Department of Biomedical Informatics, University of Utah, Salt Lake City, UT.
Huntsman Cancer Institute, University of Utah, Salt Lake City, UT.
JCO Clin Cancer Inform. 2023 Jan;7:e2200131. doi: 10.1200/CCI.22.00131.
Histopathologic features are critical for studying risk factors of colorectal polyps, but remain deeply embedded within unstructured pathology reports, requiring costly and time-consuming manual abstraction for research. In this study, we developed and evaluated a natural language processing (NLP) pipeline to automatically extract histopathologic features of colorectal polyps from pathology reports, with an emphasis on individual polyp size. These data were then linked with structured electronic health record (EHR) data, creating an analysis-ready epidemiologic data set.

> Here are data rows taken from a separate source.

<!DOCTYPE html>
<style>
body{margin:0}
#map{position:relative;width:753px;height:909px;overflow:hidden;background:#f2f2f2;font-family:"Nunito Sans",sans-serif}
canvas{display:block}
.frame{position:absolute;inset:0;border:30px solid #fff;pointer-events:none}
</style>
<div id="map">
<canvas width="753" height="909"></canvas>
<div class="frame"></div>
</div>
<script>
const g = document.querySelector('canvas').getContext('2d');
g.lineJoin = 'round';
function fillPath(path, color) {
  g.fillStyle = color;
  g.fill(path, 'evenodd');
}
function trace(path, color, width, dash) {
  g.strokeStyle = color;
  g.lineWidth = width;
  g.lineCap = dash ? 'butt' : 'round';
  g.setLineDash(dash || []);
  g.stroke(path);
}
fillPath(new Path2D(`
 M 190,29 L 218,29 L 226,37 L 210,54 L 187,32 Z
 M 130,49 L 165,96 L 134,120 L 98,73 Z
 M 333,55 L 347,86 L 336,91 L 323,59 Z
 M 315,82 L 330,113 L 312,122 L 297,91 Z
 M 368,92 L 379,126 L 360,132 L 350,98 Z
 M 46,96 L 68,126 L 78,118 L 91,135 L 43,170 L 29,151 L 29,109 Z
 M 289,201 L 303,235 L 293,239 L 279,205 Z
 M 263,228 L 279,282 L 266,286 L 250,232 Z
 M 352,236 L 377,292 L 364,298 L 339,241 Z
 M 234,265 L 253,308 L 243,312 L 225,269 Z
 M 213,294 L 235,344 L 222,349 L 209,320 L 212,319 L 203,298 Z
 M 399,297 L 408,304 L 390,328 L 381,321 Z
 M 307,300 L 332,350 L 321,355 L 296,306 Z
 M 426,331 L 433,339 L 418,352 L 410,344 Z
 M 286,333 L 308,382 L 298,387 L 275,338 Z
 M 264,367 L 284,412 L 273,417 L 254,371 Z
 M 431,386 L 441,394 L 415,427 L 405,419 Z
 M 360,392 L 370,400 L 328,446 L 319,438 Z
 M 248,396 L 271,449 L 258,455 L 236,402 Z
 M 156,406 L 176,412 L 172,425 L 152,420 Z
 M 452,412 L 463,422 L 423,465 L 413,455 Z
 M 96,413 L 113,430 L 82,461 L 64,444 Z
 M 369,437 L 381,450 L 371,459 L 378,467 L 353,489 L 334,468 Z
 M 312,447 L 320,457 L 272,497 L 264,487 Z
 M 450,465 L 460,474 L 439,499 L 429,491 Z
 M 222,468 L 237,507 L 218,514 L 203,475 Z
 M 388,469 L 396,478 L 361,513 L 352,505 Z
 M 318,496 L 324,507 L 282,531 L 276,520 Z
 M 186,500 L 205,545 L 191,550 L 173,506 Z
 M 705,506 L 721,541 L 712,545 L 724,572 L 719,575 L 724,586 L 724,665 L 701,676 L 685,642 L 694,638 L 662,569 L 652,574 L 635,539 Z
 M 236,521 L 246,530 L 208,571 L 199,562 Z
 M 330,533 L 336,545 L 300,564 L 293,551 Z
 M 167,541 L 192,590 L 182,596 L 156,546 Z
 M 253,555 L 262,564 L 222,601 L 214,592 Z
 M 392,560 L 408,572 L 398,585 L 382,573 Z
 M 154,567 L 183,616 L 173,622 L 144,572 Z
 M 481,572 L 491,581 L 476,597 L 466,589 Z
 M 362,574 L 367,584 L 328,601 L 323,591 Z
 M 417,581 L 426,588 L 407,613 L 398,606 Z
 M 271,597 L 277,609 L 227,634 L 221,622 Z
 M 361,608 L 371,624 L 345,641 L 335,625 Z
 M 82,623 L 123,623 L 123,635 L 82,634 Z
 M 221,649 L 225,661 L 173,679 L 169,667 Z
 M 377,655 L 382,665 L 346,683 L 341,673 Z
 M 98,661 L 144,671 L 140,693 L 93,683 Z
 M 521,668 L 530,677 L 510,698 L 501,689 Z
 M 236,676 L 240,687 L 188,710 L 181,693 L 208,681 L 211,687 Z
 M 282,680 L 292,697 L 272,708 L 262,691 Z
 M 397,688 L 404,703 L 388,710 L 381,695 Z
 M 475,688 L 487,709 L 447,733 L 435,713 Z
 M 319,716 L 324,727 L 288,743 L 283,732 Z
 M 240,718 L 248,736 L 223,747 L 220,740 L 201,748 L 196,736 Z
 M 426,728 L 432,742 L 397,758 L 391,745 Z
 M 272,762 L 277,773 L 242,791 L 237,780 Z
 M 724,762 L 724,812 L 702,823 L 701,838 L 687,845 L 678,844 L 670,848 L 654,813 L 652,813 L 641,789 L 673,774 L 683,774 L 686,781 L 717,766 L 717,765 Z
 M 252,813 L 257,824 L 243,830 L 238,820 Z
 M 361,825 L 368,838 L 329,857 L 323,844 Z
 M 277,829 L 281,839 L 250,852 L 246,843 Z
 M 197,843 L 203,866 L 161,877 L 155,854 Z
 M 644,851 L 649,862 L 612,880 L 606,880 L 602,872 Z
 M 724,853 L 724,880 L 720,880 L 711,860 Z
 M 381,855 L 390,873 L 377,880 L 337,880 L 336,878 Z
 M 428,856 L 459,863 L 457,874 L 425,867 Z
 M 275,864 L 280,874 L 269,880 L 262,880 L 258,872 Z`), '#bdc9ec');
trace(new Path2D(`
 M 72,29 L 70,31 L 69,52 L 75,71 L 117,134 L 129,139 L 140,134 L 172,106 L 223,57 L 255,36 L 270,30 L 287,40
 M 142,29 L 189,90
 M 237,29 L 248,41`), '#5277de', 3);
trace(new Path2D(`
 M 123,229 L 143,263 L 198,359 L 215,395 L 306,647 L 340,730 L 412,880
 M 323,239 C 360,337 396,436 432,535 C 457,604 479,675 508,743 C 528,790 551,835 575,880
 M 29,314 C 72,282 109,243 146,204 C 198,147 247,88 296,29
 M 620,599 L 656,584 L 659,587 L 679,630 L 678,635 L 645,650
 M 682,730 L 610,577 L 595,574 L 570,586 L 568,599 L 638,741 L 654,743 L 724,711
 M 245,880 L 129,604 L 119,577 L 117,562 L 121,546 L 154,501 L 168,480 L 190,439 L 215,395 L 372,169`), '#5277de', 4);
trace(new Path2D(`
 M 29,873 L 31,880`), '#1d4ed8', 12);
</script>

We obtained 24,584 pathology reports from colonoscopies performed at the University of Utah's Gastroenterology Clinic. Two investigators annotated 350 reports to determine inter-rater agreement, develop an annotation scheme, and create a reference standard for performance evaluation. The pipeline was then developed, and performance was compared against the reference for extracting polyp location, histology, size, shape, dysplasia, and the number of polyps. Finally, the pipeline was applied to 24,225 unseen reports and NLP-extracted data were linked with structured EHR data.
Across all features, our pipeline achieved a precision of 98.9%, a recall of 98.0%, and an F1-score of 98.4%. In patients with polyps, the pipeline correctly extracted 95.6% of sizes, 97.2% of polyp locations, 97.8% of histology, 98.3% of shapes, and 98.3% of dysplasia levels. When applied to unseen data, the pipeline classified 12,889 patients as having polyps, 4,907 patients without polyps, and extracted the features of 28,387 polyps. Tubular adenomas were the most common subtype (55.9%), 8.1% of polyps were advanced adenomas, and the mean polyp size was 0.57 (±0.4) cm.
Our pipeline extracted histopathologic features of colorectal polyps from colonoscopy pathology reports, most notably individual polyp sizes, with considerable accuracy. This study demonstrates the utility of NLP for extracting polyp features and linking these data with EHR data to create an epidemiologic data set to study colorectal polyp risk factors and outcomes.
组织病理学特征对于研究结直肠息肉的危险因素至关重要,但这些特征深埋于非结构化的病理报告中,需要耗费大量的时间和成本进行手动提取,以用于研究。在这项研究中,我们开发并评估了一种自然语言处理(NLP)管道,以便从病理报告中自动提取结直肠息肉的组织病理学特征,重点是单个息肉的大小。然后将这些数据与结构化电子健康记录(EHR)数据相关联,创建一个可用于分析的流行病学数据集。
我们从犹他大学胃肠病学诊所进行的结肠镜检查中获取了 24584 份病理报告。两名研究人员对 350 份报告进行了注释,以确定组内一致性、制定注释方案,并为性能评估创建参考标准。然后开发了该管道,并将其性能与提取息肉位置、组织学、大小、形状、异型增生和息肉数量的参考标准进行了比较。最后,将该管道应用于 24225 份未见报告,并将 NLP 提取的数据与结构化 EHR 数据相关联。
在所有特征中,我们的管道在提取息肉位置、组织学、大小、形状、异型增生和息肉数量方面的精度均达到 98.9%,召回率为 98.0%,F1 得分为 98.4%。在有息肉的患者中,该管道正确提取了 95.6%的息肉大小、97.2%的息肉位置、97.8%的组织学、98.3%的形状和 98.3%的异型增生水平。当应用于未见报告时,该管道将 12889 名患者归类为有息肉,4907 名患者无息肉,并提取了 28387 个息肉的特征。管状腺瘤是最常见的亚型(55.9%),8.1%的息肉为高级别腺瘤,平均息肉大小为 0.57(±0.4)cm。
我们的管道从结肠镜检查病理报告中提取了结直肠息肉的组织病理学特征,尤其是单个息肉的大小,具有相当高的准确性。本研究证明了 NLP 用于提取息肉特征并将这些数据与 EHR 数据相关联以创建用于研究结直肠息肉危险因素和结果的流行病学数据集的实用性。